Les dangers sont ici bien identifiés, nous savons qu'ils nous attendent et il ne relève plus de la "précaution" que de tenter de les juguler, mais d'une course contre la montre afin de limiter l'ampleur des dommages qu'ils nous causeront.
Ces dommages sont multiples et ont été largement décrits, nous en voyons certains à l'oeuvre dès aujourd'hui : notre seule solution sensée est de réagir si nous voulons essayer de conserver une planète vivable.
Car il nous faut être conscients que tout ce que nous pourrons faire relèvera d'autant plus de l'ordre de la tentative que nous agirons tard et faiblement.
Que toute personne qui voudrait disposer de certitudes absolues, incontestables, scientifiquement démontrées sur tout ce qui se rapporte à cette évolution du climat actuel vers un réchauffement global soit bien consciente qu'il n'est pas possible aujourd'hui de tout "prouver".

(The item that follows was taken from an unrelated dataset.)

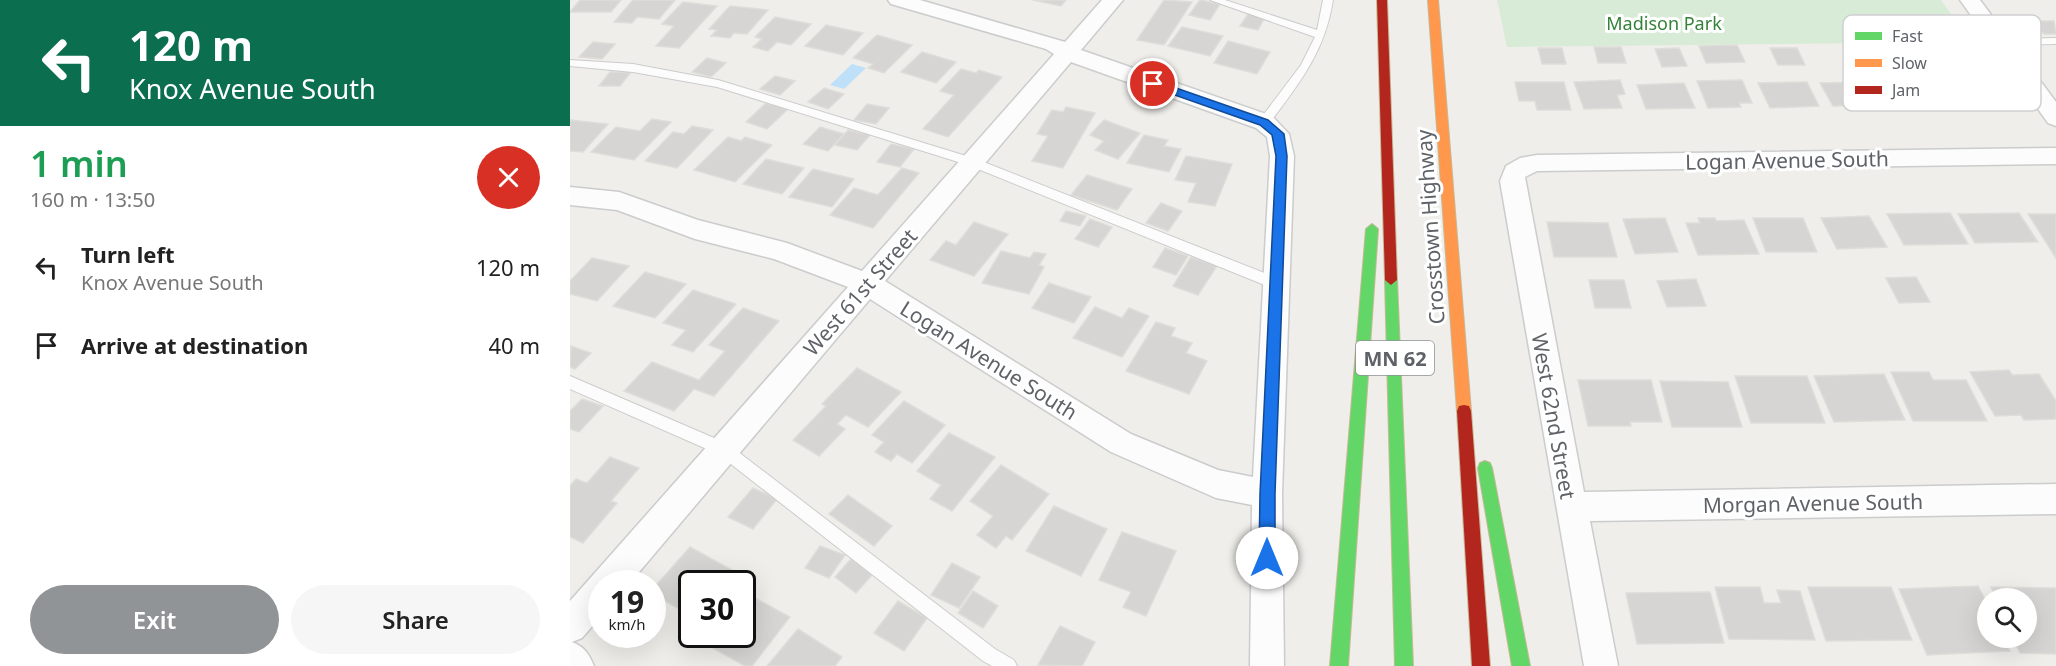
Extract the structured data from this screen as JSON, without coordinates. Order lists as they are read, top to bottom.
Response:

La démarche qui consisterait à nier un ensemble de connaissances bien établies au prétexte que nous n'avons pas fourni de démonstration "scientifique" ne tient pas pour la simple raison que ce type de démonstration est impossible dans un certain nombre de cas.
Lorsqu'il s'agit de la biosphère il est possible de constater (évaluer, mesurer...), de tirer des théories de ces constatations et de tenter de démontrer ces théories par différents types de modélisations, à l'exclusion de tout essai en "grandeur nature" car nous ne disposons pas de "milieux d'essais" qui nous permettraient ce type de test.
C'est donc par le relevé et l'étude d'une multitude d'indices que nous pouvons suivre et connaître la nature de l'expérience grandeur nature que nous vivons tous à notre corps défendant, en étant bien conscients que chaque jour nous ajoutons quelques gouttes d'acide (CO2) dans l'éprouvette.
L'ensemble des certitudes que certains demanderaient aujourd'hui, seuls auront quelques chances de les avoir ceux qui auront survécu à un ensemble de crises actuelles et à venir, environnementales, économiques, politiques, sociales...
S'ils en disposent un jour, ce sera dans un lointain "demain".